Physical modeling studies of vibration transmittance to assess healing after sternotomy
A Joutsen1,2, J Hautalahti1, A Paldanius1,2, J Hyttinen2, J Laurikka1
1
Heart Center, Tampere University Hospital, Tampere, Finland. 2Department of Electronics and
communications engineering, Tampere University of Technology, Tampere, Finland
atte.joutsen@iki.fi
Objectives: Sternal instability following a sternotomy is a risk factor in the early postoperative
period for mediastinitis causing morbidity and mortality. A device measuring vibration
transmittance has been developed to assess sternal healing. To learn how the measuring geometry
affects the transmittance, a bench test using artificial physical models was conducted.
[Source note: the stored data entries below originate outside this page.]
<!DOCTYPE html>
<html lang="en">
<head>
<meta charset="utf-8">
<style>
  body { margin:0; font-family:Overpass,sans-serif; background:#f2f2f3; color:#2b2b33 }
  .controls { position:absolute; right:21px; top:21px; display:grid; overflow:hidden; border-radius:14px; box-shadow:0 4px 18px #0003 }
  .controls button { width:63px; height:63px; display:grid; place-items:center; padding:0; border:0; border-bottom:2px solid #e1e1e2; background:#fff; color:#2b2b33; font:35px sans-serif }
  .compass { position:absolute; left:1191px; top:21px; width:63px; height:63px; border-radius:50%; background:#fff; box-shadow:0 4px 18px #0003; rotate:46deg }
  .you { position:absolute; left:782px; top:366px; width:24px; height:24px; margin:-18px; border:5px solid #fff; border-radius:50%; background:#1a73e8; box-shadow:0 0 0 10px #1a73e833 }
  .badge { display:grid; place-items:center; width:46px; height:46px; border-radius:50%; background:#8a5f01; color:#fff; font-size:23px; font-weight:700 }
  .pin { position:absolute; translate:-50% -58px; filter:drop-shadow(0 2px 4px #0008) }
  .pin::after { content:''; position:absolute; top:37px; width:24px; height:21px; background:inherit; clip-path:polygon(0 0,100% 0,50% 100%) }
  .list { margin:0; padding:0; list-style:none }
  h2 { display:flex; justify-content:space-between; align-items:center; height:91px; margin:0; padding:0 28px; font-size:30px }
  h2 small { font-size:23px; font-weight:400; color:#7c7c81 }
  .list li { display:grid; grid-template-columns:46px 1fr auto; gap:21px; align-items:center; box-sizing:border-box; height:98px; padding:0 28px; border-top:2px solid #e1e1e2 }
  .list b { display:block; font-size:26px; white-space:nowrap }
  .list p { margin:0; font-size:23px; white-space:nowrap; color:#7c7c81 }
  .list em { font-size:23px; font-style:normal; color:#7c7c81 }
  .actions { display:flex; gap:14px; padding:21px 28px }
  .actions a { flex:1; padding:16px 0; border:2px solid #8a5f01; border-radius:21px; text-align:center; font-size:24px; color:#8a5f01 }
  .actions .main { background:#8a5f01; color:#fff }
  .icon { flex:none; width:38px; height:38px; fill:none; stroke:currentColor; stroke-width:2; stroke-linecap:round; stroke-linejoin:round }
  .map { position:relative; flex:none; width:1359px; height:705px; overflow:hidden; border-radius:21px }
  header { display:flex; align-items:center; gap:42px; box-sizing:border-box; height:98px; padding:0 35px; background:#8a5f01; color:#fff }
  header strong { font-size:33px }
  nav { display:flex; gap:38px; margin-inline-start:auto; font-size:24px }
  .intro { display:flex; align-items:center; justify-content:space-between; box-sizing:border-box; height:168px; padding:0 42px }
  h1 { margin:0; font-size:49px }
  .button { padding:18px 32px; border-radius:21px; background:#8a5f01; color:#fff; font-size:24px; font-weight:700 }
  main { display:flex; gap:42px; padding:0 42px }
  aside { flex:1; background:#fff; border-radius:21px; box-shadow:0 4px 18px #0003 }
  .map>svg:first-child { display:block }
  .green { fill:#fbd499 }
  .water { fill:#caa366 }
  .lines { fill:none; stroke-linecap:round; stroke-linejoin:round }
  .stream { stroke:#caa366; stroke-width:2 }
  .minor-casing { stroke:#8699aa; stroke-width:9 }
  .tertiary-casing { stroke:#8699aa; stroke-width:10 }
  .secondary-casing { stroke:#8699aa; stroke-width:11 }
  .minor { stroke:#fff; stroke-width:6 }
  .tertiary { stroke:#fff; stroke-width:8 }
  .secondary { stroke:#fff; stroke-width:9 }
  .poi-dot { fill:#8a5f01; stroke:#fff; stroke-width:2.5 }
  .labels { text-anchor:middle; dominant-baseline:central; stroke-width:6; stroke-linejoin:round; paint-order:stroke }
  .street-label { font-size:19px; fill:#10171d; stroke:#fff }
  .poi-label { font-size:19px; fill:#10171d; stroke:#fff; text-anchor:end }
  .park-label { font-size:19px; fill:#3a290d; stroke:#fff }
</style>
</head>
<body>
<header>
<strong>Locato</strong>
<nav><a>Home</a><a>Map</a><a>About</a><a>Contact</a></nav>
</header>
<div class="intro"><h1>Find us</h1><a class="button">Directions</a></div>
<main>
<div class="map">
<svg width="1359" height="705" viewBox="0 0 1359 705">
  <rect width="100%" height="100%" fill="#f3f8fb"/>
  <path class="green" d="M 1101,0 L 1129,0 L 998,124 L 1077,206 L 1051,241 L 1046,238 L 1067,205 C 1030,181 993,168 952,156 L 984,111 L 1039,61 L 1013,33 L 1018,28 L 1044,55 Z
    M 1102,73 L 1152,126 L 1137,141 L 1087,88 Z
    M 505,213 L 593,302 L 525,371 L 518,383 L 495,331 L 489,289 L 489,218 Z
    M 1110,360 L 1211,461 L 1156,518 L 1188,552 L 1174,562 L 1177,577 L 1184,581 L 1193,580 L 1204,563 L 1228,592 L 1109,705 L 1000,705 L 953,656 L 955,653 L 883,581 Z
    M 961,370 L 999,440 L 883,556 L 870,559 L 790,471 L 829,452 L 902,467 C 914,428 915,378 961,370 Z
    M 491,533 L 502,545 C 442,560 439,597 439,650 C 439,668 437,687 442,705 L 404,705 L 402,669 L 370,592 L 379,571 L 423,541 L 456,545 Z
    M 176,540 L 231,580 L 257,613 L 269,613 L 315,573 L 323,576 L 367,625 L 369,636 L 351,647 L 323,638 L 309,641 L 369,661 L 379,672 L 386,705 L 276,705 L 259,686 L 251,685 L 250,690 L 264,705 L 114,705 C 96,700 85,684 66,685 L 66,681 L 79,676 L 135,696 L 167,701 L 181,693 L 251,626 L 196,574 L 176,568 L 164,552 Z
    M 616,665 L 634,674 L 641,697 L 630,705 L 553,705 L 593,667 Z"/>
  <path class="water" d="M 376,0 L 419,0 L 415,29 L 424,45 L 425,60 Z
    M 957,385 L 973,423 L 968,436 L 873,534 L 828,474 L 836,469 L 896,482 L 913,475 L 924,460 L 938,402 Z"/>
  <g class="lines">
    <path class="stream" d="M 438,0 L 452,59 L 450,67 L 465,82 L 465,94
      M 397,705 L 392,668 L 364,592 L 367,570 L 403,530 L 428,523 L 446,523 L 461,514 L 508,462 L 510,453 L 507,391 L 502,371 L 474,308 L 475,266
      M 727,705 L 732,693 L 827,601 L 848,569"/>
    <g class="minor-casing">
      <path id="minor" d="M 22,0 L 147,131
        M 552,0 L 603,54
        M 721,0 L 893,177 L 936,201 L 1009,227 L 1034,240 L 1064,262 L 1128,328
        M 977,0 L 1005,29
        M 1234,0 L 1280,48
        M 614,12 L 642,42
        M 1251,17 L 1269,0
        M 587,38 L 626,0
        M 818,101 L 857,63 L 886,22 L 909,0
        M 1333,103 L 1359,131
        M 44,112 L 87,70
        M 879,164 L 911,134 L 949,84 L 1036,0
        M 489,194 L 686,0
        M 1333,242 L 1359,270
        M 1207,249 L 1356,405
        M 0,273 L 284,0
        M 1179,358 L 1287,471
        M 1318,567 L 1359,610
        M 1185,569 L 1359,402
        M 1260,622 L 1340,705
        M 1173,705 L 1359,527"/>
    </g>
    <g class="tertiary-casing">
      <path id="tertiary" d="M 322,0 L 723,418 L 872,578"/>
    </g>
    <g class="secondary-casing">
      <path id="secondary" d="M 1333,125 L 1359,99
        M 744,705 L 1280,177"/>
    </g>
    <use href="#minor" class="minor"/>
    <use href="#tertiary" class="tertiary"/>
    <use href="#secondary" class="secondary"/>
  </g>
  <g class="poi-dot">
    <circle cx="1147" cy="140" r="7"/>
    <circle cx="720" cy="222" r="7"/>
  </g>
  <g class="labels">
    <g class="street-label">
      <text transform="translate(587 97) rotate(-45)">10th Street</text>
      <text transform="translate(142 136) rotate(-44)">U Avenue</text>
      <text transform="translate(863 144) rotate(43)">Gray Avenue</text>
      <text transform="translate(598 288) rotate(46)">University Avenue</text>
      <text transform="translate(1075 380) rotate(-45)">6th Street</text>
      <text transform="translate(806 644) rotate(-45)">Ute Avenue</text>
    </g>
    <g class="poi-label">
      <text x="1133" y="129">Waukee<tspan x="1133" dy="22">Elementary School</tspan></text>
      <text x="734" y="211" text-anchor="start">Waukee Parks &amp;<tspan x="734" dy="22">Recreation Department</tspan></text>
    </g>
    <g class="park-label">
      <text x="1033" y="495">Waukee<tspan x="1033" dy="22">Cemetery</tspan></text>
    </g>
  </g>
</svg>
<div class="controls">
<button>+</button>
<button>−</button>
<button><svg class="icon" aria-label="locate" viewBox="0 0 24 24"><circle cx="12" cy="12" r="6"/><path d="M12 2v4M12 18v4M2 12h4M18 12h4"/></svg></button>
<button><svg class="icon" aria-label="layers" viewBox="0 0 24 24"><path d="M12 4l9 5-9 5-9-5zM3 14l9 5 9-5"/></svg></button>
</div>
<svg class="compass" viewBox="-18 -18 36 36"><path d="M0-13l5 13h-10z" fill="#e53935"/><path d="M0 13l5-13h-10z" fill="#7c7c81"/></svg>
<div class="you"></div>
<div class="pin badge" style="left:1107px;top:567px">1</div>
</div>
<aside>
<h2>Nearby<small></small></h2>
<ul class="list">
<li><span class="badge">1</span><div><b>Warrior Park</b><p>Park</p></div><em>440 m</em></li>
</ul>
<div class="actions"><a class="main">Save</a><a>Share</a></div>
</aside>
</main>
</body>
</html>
Materials and methods: The developed device includes two units, an actuator and a sensor, that are
placed in contact with the measured object. The actuator emits a 3 s long 20 Hz – 2 kHz vibration
stimulus and an accelerometer inside the sensor measures the transmittance of the vibration. Three
simple block models and one anatomical model based on CT images were built to simulate sternal
anatomy. Synthetic ballistic gel, 3D printed polylactic acid and polyurethane rubber modeled
thoracic soft tissue, bone and cartilage respectively.
Results: The three block models simulated intact (A), split (B) and steel wire bound (C) sternums.
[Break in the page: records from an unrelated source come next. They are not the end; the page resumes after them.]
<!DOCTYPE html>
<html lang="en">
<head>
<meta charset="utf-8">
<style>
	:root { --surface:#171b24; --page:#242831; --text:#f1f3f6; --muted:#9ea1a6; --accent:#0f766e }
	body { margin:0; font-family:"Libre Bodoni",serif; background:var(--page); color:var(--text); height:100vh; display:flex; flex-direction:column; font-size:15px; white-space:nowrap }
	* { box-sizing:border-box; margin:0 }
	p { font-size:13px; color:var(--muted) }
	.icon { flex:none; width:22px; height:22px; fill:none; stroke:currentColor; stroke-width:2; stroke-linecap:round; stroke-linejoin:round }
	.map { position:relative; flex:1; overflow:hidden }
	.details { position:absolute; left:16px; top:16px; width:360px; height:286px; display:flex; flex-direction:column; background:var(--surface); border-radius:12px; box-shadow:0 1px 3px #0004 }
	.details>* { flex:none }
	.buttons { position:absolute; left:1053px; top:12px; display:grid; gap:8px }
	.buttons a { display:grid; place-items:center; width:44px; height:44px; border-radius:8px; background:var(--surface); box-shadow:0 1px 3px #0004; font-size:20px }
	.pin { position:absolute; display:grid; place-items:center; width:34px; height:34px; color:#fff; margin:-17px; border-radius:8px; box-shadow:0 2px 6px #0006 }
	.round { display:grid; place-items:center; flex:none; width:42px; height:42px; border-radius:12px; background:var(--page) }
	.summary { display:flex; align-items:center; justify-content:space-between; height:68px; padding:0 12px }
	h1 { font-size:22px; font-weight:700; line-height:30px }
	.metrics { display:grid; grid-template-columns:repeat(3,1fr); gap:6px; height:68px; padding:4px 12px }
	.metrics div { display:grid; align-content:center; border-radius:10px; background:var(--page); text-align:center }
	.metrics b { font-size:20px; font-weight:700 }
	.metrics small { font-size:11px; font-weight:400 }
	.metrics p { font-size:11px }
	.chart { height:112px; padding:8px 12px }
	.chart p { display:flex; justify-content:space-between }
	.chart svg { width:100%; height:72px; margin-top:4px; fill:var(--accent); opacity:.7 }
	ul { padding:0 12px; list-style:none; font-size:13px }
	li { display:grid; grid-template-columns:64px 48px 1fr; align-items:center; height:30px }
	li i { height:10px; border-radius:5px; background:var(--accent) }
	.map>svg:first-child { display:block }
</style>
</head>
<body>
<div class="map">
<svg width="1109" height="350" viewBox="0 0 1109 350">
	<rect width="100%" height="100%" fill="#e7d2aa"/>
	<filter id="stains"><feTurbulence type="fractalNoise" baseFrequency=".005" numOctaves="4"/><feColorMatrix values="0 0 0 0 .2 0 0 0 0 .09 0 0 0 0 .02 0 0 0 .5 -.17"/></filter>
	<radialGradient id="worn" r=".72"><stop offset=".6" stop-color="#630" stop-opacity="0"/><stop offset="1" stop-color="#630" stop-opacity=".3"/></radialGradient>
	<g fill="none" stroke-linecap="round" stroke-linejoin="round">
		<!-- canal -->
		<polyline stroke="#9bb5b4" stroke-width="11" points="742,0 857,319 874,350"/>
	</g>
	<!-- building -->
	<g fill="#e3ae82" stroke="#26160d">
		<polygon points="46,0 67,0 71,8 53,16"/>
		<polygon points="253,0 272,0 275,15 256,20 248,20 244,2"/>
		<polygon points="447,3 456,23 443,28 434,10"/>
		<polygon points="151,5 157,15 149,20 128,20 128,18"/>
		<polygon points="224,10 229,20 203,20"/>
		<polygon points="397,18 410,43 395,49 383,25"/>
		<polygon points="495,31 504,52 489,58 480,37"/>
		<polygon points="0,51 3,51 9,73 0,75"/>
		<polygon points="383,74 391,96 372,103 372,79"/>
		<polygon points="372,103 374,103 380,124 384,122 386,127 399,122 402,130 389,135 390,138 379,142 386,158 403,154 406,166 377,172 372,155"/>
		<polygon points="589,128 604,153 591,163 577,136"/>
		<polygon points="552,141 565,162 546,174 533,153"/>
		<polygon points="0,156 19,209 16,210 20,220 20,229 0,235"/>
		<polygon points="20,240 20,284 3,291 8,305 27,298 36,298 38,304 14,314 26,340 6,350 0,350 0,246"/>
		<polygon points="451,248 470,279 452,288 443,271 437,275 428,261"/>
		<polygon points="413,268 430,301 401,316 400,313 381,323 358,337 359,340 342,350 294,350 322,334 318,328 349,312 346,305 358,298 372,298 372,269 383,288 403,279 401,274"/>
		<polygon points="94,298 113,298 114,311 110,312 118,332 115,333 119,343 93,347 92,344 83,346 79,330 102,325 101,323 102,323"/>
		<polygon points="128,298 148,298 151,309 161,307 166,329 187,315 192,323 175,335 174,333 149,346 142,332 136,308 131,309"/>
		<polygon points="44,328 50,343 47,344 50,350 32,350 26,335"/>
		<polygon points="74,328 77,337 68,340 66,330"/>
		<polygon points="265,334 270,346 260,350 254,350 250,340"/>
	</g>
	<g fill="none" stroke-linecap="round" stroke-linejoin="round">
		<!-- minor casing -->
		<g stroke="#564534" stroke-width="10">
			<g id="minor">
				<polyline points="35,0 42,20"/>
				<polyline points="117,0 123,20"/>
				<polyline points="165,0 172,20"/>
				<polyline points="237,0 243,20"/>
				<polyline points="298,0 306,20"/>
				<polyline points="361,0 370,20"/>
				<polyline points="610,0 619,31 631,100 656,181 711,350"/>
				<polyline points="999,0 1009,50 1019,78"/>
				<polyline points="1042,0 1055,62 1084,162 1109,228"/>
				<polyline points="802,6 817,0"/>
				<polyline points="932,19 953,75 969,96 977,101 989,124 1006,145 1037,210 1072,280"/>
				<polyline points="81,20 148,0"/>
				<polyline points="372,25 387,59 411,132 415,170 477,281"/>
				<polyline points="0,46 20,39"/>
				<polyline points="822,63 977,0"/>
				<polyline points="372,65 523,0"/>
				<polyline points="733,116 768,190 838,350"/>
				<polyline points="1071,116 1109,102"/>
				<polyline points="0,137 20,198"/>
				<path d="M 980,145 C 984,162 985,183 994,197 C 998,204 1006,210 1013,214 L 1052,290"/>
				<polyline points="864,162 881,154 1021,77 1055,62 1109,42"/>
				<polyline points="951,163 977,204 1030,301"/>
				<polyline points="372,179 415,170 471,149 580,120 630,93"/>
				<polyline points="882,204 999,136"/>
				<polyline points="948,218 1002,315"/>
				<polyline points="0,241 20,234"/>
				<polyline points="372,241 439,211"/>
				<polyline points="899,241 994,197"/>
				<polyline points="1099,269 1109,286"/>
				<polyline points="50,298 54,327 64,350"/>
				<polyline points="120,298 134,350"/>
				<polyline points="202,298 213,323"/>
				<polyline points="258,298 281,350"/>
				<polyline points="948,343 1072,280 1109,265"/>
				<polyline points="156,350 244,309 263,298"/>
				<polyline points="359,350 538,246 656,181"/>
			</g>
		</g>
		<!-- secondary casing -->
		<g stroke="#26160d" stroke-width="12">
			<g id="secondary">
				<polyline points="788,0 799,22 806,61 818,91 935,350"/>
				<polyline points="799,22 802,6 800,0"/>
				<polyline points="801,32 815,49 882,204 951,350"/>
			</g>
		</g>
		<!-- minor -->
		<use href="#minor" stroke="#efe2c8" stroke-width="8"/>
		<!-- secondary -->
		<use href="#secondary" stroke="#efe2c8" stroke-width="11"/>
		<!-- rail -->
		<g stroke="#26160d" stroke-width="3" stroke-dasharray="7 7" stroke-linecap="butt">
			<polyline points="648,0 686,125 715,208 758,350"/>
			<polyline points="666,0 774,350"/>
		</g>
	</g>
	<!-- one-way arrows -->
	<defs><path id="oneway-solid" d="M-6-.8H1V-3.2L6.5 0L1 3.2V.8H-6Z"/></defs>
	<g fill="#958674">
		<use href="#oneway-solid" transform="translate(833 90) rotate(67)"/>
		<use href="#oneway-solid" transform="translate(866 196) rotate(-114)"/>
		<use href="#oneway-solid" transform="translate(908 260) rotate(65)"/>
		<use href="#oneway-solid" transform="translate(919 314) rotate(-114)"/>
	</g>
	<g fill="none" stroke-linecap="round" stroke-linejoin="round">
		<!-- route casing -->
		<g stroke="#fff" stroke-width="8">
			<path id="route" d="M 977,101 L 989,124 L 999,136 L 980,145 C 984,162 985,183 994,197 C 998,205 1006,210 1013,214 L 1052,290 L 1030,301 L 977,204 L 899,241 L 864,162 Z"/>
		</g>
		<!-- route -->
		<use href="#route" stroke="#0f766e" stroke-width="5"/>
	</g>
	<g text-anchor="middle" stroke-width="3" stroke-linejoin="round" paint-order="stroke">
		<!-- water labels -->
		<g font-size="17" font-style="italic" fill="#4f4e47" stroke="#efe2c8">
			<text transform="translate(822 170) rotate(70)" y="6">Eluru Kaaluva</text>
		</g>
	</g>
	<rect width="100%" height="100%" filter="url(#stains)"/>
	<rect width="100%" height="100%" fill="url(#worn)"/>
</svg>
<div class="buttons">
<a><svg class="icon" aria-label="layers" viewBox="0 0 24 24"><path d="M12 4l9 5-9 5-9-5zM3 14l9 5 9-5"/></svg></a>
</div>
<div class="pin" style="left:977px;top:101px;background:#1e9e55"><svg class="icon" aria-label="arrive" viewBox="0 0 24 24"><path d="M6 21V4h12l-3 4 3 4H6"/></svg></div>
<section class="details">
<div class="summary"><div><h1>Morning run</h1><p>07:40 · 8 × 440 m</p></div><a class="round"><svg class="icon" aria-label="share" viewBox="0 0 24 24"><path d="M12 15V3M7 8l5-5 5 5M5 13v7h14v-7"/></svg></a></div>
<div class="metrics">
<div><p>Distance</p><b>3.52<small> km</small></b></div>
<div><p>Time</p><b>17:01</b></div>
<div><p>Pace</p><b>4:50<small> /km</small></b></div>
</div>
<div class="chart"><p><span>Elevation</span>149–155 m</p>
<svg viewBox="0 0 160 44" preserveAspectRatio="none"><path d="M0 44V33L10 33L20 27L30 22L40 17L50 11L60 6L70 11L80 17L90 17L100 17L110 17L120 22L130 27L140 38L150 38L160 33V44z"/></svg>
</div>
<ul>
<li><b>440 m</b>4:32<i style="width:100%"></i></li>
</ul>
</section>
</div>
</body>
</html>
The actuator – sensor distance was 6 cm. Ten repeated measurements were made on the block
models to assess the vibration transmittance. The measured power of the transmitted vibration was
A > C > B. All the comparisons between the conditions were statistically significant (p<0.001).
The anatomical model simulated intact sternum (D), intact sternum with soft tissue incision (E),
split sternum (F), loose closure (G) and tight closure (H) using steel sutures. The actuator and
sensor were placed bilaterally on the 2nd, 3rd, 4th and 5th costal cartilages, 6 cm apart. 20 repeated
measurements were made on each costal level 2-5 and condition (D-H). The results showed very
high variance between the costal levels and conditions with no trend, contrary to what was found in
the block model conditions A-C.
Discussion: Our results show that in the simple block models the vibration transmittance is
behaving as expected: intact > bound > split. However, the more elaborate anatomical model failed
to give consistent results, possibly due to gel separation from the 3D printed frame during the model
manipulation, surface unevenness below the measuring device and manual holding of the device
during a long measurement session. The device may be useful in assessing sternal healing, but
further work is needed to discover the most suitable mode of operation.